Jack Gruber, or Jack Buchinsky aka the Electrocutioner occupied the villain of the week role – and while the creepy menace of the character is still there and the attempt to link the Electrocutioner in to the ongoing mob plot works rather nicely, the Electrocutioner doesn’t get nearly enough screen-time here to register. The character spends half of the episode off-stage and his final assault on the GCPD ends in an admittedly funny but bitterly anti-climatic moment, so the character’s potential to be a creepy and threatening villain displayed in the previous episode didn’t really pay off here.
However, the episode’s real climax was a great deal better. It was clearly established that Falcone was tired of the bloody mob wars and unsure of his position – so the surprise twist where Falcone, after being tipped off about inside woman Liza by Cobblepot in a vintage ‘Penguin ruins everything’ (it’s what Penguin does best!) moment, chokes out Liza in front of Fish, was an impressive and surprising twist.
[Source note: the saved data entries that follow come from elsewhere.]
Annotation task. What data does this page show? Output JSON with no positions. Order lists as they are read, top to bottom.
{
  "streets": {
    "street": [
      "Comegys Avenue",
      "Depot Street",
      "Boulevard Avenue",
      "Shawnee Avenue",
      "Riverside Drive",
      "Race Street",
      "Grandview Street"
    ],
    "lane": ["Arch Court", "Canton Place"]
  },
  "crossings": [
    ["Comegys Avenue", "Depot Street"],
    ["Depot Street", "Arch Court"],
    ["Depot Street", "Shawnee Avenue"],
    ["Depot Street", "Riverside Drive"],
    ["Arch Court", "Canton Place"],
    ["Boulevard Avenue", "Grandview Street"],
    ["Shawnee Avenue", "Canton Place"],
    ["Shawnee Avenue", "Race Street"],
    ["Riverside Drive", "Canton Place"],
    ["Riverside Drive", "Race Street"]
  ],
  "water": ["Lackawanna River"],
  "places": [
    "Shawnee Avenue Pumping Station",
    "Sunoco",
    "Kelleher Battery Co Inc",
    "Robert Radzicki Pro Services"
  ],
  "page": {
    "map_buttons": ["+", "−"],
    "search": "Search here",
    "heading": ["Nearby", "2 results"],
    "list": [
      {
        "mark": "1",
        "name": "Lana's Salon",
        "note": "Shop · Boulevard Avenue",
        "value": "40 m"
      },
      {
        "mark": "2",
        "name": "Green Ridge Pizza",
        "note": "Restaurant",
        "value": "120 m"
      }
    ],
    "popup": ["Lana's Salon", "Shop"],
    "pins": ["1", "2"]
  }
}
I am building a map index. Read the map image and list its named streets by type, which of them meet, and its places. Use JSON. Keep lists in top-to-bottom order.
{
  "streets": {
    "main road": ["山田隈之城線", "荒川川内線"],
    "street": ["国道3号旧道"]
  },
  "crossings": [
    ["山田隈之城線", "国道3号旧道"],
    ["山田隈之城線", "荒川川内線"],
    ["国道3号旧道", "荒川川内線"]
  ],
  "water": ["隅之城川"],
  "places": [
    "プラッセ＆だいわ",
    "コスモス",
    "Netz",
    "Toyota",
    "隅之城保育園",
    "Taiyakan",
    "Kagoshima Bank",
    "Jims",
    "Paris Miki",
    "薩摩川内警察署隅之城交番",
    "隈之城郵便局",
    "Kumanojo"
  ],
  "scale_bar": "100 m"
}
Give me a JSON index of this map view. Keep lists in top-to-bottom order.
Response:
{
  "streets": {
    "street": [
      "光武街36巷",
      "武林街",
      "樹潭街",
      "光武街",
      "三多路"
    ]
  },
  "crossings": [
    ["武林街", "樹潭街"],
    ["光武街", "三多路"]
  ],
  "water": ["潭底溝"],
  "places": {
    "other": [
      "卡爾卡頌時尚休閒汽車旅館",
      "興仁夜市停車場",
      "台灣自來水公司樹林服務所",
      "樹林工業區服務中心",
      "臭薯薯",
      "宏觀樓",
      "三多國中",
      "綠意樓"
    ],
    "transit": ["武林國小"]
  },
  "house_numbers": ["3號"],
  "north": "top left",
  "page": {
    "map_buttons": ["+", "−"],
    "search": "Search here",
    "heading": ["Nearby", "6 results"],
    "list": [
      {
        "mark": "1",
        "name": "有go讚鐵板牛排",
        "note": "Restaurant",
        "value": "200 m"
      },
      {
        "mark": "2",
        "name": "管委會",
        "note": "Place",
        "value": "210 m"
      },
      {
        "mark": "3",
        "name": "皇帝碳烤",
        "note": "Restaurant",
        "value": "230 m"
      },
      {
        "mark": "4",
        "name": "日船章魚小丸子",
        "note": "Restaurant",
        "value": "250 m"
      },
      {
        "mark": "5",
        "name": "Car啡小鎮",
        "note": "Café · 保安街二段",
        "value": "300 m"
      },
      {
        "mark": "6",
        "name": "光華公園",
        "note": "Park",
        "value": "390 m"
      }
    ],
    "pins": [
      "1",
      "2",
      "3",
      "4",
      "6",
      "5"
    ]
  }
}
Liza was a cipher at best, but her death is a genuine shock, and the changes to the status quo that the collapse of Fish’s plan promises to bring about are very welcome, especially considering the disappointing disposal of the Arkham setting after two episodes.
The returning two-parter had its merits and provided a great concluding moment, but for every good moment there’s a couple of leaden scenes, a few instances of bad writing or a completely extraneous subplot. It’s still at its core enjoyably dumb fun, but Gotham continues to lag behind its vastly superior superhero cousins on TV.